╭──

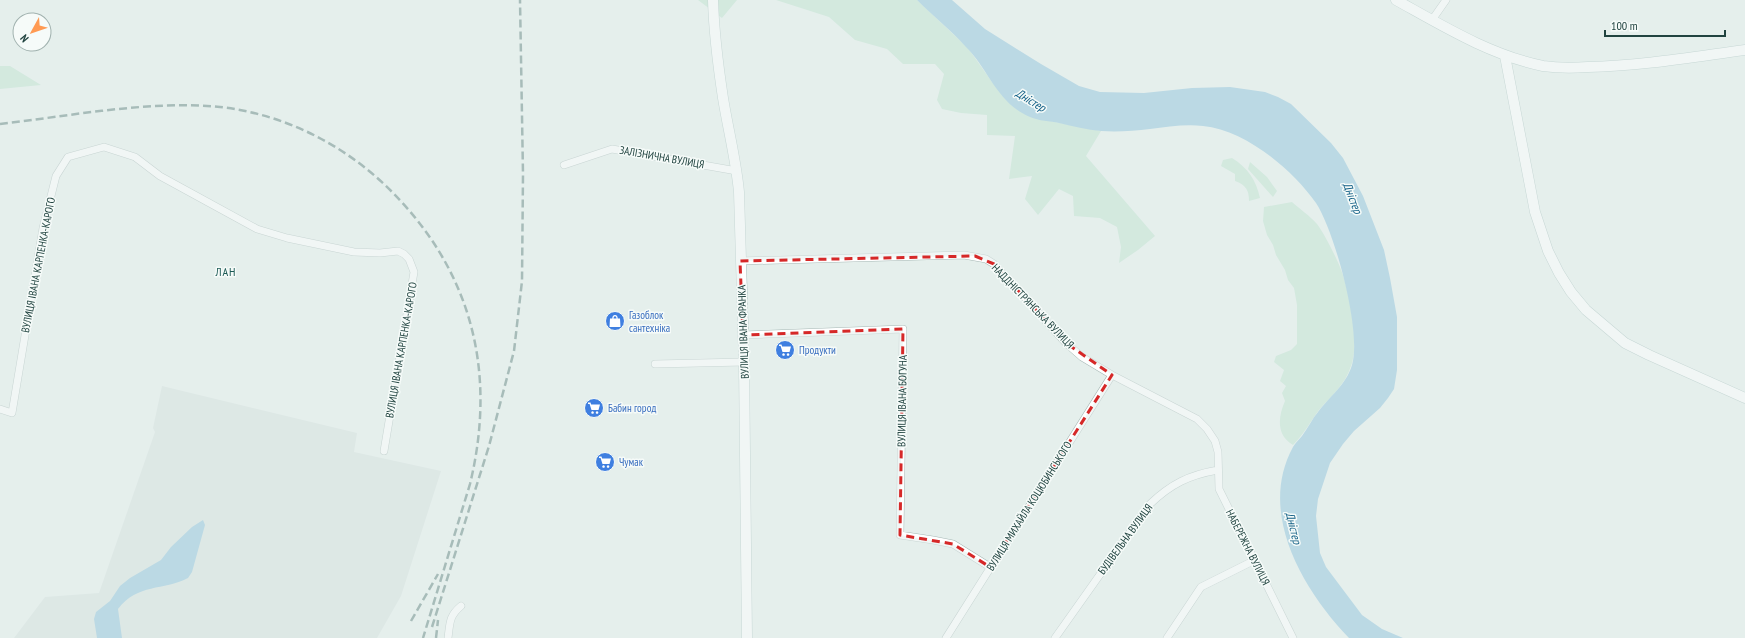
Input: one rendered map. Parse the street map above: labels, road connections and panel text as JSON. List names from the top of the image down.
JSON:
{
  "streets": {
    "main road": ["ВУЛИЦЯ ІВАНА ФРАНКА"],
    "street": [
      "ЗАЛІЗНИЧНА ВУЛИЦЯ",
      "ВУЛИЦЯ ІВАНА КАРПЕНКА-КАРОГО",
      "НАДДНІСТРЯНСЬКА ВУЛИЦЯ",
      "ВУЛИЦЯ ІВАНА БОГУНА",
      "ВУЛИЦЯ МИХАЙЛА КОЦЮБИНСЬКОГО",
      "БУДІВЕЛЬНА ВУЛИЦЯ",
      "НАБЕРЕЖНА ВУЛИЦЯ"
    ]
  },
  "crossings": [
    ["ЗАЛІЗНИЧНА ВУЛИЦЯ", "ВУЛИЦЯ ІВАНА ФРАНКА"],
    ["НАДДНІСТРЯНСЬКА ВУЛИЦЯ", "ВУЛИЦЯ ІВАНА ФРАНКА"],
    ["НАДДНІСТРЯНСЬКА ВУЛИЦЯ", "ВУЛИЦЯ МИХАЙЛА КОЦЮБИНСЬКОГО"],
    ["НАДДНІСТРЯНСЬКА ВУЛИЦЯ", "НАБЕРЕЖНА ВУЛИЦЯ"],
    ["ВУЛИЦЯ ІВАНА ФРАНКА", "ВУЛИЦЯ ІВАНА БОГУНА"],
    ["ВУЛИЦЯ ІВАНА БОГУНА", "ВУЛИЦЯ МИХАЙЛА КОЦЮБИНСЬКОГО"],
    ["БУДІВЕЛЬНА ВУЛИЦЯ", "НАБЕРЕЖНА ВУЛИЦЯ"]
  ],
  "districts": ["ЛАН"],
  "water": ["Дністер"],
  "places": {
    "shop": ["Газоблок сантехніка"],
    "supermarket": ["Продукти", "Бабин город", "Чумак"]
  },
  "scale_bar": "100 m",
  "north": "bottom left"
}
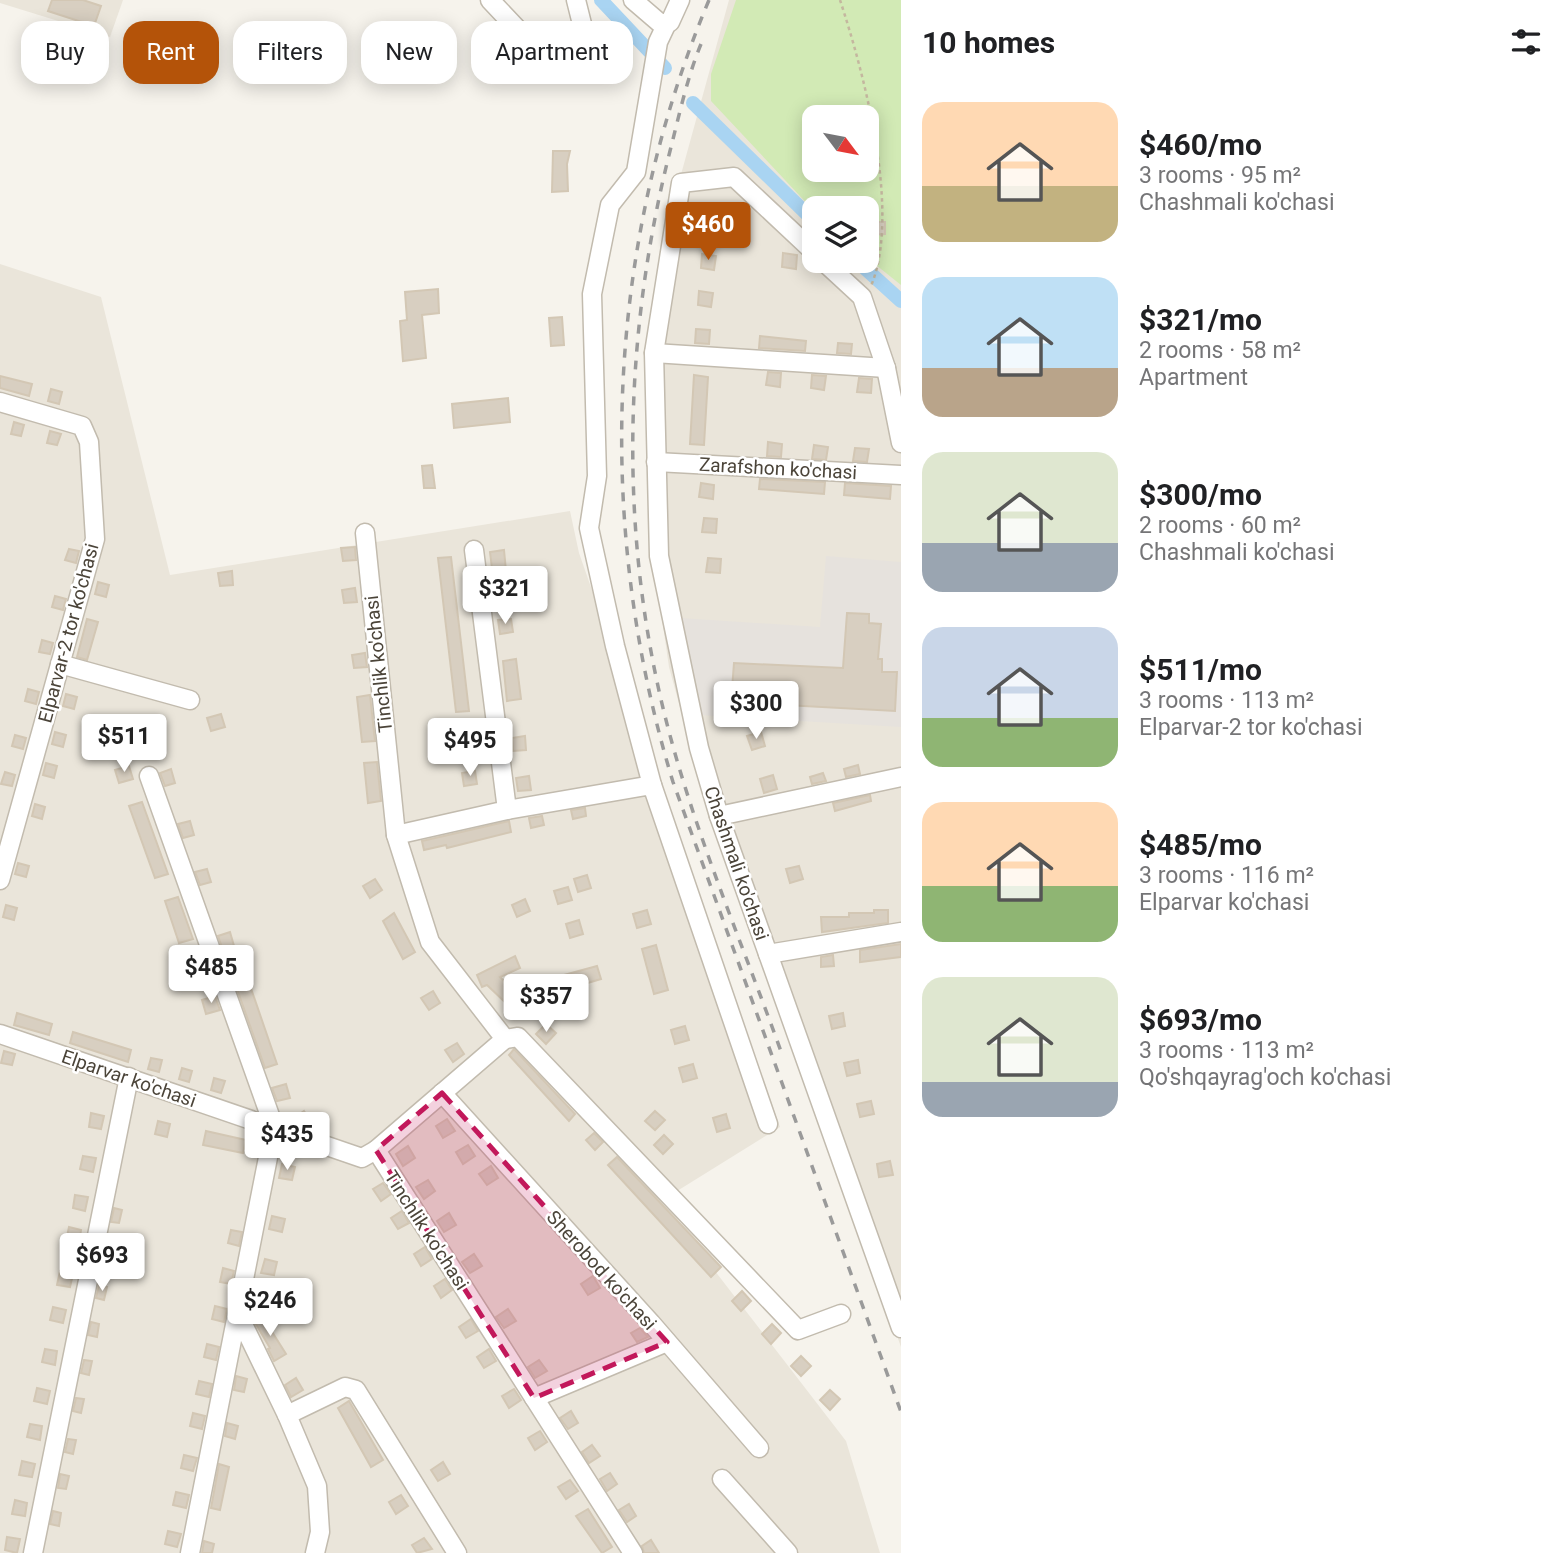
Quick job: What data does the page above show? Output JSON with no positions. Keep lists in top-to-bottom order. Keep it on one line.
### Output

╰──
╭──

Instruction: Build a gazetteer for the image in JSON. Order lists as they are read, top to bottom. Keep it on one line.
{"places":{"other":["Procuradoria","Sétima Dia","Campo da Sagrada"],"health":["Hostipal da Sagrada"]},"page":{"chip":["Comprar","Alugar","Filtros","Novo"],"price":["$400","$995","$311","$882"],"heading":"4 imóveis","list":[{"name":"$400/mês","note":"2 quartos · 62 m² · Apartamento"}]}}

╰──
╭──

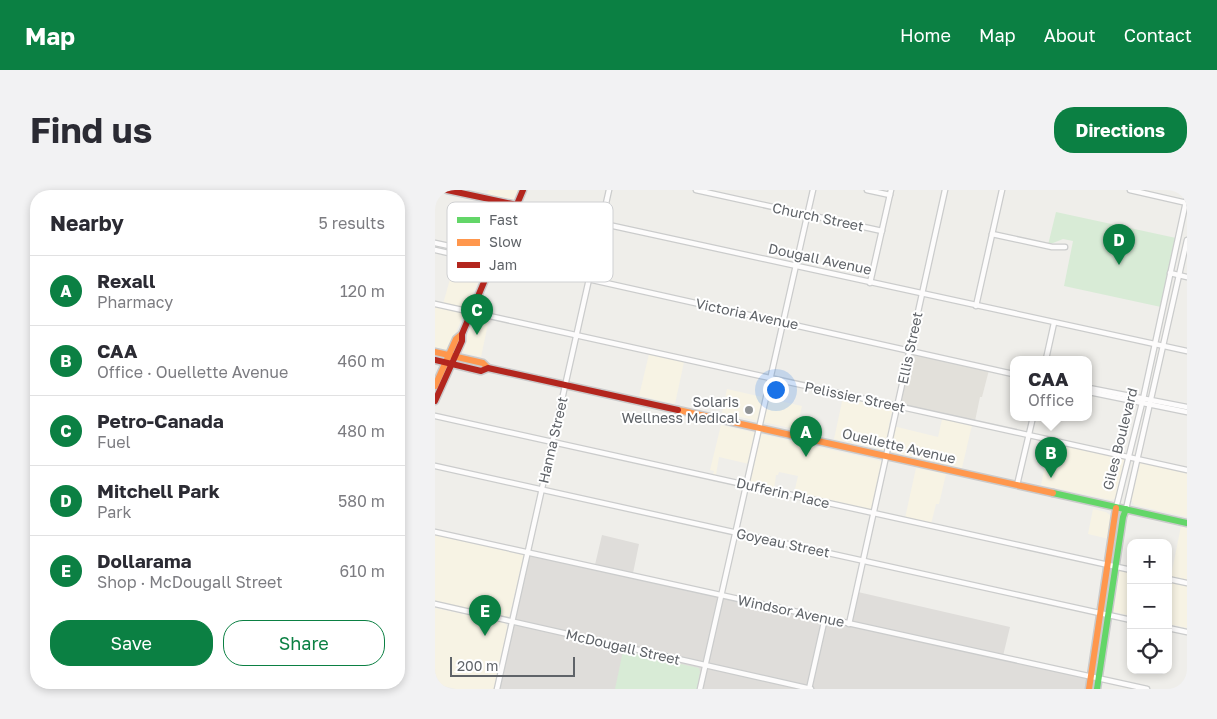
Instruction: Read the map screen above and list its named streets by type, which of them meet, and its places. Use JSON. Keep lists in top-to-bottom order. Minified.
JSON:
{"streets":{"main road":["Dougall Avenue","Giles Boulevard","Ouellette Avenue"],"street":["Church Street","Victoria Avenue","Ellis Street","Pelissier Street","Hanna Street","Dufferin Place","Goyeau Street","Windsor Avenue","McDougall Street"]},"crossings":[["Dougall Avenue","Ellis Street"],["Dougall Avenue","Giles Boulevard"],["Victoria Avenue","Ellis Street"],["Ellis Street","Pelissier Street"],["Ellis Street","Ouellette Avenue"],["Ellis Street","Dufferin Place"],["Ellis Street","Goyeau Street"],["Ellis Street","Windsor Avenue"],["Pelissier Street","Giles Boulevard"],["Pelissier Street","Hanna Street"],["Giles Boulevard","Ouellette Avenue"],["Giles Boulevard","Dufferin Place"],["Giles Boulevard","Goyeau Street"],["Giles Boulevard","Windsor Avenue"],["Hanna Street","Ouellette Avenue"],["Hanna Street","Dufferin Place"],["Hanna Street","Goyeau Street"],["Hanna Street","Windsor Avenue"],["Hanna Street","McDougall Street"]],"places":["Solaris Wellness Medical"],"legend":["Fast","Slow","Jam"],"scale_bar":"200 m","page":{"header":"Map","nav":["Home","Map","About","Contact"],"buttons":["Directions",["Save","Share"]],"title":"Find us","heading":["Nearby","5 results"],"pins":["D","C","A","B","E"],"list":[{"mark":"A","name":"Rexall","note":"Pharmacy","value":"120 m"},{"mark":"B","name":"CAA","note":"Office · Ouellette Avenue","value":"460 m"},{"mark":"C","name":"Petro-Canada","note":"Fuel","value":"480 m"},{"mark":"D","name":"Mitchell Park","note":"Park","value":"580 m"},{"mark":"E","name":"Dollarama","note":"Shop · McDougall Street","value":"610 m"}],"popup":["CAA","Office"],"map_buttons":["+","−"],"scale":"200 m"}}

╰──

▶ WHAT TO WORK ON
Return each line of the listing that holds the word "above".

▶ SOLUTION
Input: one rendered map. Parse the street map above: labels, road connections and panel text as JSON. List names from the top of the image down.
Quick job: What data does the page above show? Output JSON with no positions. Keep lists in top-to-bottom order. Keep it on one line.
Instruction: Read the map screen above and list its named streets by type, which of them meet, and its places. Use JSON. Keep lists in top-to-bottom order. Minified.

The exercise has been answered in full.